---- RECORDS

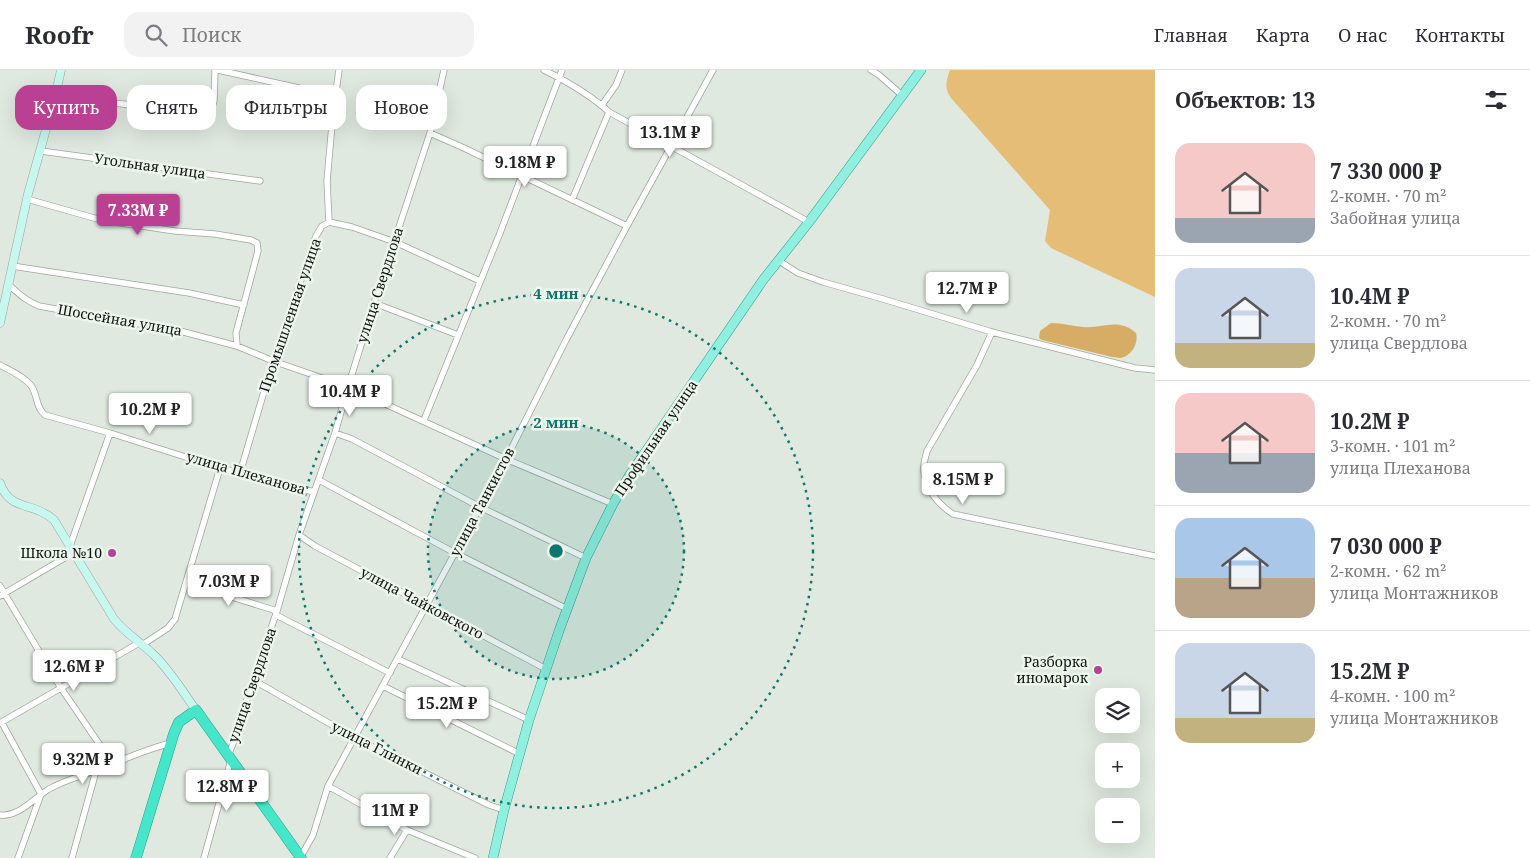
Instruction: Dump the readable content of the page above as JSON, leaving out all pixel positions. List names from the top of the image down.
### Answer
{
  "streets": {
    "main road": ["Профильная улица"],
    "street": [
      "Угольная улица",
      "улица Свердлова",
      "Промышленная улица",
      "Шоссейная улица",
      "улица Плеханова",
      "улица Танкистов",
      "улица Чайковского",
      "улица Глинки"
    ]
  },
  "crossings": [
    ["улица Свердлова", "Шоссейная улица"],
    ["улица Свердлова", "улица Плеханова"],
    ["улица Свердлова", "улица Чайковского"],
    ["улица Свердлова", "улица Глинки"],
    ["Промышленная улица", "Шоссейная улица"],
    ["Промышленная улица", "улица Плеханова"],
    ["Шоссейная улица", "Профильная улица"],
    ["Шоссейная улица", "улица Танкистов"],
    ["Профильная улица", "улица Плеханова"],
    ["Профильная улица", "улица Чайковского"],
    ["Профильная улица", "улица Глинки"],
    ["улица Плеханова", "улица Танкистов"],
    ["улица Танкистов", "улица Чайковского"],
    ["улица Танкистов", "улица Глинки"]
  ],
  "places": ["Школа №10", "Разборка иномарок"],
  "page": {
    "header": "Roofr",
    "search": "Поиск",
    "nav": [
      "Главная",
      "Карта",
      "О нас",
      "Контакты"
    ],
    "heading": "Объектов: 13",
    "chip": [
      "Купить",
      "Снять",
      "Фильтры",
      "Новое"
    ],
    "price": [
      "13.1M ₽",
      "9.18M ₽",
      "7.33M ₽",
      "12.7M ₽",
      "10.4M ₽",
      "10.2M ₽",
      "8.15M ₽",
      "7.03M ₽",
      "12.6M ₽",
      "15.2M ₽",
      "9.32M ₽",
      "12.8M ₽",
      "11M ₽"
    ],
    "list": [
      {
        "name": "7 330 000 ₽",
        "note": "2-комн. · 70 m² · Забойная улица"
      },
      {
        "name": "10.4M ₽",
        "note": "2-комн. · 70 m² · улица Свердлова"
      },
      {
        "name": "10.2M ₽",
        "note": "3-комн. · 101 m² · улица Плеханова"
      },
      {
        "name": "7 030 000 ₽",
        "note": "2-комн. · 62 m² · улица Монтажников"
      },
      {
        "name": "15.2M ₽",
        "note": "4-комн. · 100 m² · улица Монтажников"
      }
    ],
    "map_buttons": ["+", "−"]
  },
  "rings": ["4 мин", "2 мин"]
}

--------

- **TASK ITEM**:
Pick each line holding "Промышленная" out of the entries above and return it.

- **SOLUTION FOR THIS EXERCISE**:
      "Промышленная улица",
    ["Промышленная улица", "Шоссейная улица"],
    ["Промышленная улица", "улица Плеханова"],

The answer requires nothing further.